Sleeping tips for shift workers
Shift work is difficult, it’s no secret. Getting proper sleep when doing shift work is one of the hardest parts. Getting the right amount of sleep is the most important thing for you when working any job, but when you combine sleep depravity with FIFO life, homesickness and long working hours, it’s a recipe for self-destruction, and must be dealt with before it becomes out of control.
From sleep deprivation comes stress, anxiety or depression, and from stress and anxiety cocomes sleep deprivation. It’s a vicious cycle, and there is only one way to break the cycle, and teach your body to sleep properly. Lack of sleep over long periods of time can seriously impact your mental health, and the first step to maintaining good mental health is through addressing your sleep issues.
Here are some tips on how to get better sleep:
- Get up at the same time every morning, even if you had a late night or poor sleep the night before.
- Routine is very important – regular times for meals and other activities. If you have kids, you will know how important routine is for them to get a quality sleep, well this doesn’t change when we become adults, in fact it becomes even more important.
- Even if you are tired during the day, don’t day sleep. It will ruin any routine you might already have.
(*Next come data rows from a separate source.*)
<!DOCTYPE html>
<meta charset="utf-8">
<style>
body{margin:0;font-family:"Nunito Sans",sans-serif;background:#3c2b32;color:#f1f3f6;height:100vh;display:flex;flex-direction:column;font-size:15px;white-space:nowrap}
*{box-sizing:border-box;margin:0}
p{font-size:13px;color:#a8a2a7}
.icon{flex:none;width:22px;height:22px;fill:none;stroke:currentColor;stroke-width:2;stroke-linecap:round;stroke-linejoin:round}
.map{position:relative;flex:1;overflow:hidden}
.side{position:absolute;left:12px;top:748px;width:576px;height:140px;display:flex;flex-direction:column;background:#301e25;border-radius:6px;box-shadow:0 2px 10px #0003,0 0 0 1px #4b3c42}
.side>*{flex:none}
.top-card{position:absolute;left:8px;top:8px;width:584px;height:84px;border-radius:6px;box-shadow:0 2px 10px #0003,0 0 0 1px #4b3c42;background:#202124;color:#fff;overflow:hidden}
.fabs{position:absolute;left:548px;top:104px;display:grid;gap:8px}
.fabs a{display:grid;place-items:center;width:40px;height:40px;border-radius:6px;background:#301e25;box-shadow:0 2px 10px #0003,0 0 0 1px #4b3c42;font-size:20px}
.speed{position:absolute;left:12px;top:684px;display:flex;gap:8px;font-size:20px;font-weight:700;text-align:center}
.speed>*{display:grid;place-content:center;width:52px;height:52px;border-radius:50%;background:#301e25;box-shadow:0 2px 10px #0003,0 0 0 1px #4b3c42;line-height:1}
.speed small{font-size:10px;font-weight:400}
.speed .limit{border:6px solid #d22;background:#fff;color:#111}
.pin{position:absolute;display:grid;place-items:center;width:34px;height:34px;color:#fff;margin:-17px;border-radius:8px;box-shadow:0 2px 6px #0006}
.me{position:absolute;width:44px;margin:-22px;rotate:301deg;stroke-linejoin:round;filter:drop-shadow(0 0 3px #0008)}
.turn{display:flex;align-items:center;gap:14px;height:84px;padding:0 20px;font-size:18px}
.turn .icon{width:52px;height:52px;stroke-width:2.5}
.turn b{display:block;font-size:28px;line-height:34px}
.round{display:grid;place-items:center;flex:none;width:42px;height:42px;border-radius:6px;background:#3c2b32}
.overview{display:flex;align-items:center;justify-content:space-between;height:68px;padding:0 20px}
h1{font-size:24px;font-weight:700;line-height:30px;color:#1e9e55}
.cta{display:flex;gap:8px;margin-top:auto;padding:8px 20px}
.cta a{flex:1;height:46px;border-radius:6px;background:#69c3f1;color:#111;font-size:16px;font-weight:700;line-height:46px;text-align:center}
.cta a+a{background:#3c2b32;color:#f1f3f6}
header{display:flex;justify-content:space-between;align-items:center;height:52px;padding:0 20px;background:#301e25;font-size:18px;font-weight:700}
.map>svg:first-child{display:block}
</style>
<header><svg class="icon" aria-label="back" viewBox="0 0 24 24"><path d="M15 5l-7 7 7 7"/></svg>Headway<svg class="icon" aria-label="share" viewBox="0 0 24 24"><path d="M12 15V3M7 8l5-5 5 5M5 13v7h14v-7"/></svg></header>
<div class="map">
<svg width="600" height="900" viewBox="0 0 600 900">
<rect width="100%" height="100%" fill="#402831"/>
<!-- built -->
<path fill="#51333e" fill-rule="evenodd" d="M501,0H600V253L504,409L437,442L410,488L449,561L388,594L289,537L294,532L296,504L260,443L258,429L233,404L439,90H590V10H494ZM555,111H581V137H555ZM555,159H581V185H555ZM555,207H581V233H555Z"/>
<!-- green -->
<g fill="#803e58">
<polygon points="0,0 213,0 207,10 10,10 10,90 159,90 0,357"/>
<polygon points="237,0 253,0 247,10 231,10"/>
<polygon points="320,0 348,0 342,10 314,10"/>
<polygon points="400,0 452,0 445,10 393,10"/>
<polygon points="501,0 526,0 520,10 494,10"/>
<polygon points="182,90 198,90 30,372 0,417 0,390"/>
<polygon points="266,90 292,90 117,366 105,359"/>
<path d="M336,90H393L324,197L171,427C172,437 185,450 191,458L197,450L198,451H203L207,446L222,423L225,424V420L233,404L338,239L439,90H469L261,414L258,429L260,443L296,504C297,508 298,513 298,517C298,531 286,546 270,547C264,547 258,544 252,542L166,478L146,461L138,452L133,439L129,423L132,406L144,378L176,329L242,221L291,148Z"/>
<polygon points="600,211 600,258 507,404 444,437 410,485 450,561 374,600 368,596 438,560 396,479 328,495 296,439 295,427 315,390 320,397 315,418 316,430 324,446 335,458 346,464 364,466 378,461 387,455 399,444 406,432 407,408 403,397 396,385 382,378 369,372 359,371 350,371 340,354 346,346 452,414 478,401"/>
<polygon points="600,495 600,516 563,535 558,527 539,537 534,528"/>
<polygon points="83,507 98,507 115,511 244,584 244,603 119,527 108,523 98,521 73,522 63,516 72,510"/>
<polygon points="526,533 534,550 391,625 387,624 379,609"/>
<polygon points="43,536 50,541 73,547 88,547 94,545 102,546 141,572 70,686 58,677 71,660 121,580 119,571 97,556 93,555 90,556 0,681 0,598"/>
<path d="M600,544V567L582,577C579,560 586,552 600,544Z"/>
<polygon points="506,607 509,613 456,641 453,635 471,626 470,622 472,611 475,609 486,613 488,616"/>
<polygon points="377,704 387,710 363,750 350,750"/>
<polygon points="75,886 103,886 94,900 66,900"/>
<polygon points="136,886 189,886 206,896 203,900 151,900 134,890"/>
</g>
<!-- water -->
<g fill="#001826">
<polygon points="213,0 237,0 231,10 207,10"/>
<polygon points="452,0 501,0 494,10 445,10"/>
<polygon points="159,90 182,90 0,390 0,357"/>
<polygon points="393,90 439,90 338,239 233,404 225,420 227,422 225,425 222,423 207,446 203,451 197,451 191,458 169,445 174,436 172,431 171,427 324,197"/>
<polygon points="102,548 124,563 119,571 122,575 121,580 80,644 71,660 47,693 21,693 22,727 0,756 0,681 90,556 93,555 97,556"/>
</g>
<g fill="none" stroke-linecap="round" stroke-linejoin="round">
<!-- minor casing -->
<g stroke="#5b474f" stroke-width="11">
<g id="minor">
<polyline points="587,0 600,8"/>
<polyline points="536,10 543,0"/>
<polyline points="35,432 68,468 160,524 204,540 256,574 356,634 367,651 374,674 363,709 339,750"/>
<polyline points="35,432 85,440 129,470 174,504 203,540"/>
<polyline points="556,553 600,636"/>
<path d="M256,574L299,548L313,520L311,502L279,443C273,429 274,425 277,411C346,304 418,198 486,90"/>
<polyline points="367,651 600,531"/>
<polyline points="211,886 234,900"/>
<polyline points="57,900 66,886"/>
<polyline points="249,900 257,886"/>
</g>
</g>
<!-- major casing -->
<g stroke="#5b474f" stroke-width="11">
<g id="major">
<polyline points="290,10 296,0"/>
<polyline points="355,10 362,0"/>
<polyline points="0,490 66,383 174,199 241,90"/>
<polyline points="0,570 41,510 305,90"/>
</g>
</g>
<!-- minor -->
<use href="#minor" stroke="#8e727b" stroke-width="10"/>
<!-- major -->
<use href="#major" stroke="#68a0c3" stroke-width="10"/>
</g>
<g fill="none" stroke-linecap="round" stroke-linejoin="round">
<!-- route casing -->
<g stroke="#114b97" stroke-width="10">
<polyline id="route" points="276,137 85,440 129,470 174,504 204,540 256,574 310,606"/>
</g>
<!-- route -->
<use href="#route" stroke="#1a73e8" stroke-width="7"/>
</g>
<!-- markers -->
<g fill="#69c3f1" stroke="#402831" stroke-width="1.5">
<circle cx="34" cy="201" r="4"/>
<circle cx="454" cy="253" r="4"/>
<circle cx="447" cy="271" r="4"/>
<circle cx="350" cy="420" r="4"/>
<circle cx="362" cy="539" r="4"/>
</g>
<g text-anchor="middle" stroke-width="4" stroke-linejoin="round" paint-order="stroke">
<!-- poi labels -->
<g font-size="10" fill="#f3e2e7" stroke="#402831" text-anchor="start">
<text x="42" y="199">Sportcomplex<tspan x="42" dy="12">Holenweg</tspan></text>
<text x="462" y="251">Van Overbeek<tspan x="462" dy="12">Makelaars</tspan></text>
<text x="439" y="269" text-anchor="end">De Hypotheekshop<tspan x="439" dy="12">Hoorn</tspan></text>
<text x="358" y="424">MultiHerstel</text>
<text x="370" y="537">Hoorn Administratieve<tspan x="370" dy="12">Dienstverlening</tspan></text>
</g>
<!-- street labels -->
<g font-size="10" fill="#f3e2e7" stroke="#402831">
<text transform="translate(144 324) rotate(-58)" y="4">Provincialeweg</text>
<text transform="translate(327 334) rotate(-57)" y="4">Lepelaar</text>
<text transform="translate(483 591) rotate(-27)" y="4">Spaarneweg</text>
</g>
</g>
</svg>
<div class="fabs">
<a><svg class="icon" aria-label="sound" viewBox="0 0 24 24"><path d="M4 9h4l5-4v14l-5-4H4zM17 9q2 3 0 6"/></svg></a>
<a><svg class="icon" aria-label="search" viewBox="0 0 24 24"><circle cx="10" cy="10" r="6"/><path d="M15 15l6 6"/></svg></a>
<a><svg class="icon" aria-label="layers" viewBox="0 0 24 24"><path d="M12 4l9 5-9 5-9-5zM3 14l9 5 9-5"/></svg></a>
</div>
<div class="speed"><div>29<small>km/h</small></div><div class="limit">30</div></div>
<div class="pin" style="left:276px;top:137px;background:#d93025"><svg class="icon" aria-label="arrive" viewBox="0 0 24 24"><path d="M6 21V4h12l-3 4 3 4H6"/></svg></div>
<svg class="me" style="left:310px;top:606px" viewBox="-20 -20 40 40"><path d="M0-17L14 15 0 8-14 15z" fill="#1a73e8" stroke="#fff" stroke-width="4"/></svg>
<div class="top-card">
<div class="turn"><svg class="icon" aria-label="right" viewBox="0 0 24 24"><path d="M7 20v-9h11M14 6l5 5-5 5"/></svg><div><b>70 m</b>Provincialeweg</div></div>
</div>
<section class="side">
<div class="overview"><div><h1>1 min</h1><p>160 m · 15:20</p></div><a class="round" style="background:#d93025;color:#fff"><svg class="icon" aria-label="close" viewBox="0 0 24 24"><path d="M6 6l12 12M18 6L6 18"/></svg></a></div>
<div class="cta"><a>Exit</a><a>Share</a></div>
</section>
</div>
- Regular exercise will help your sleep patterns
- Limit your intake of caffeine to two a day, and definitely don’t have caffeine after 3-4pm.
- Have a bedtime routine. A hot shower, a trip to the dining hall, a game of pool, read a chapter of a book, meditate. No matter what your routine, do it the same every day. It will train your body clock.
- Make sure that your sleeping area is as dark, and quiet as possible. Wear ear plugs or play music quietly if you can’t deal with outside noises.
- Talk to someone – friends, family or psychologist/doctor about your sleep issues and thoughts. FIFO work can be mentally draining, and you need to be able to speak to someone about it.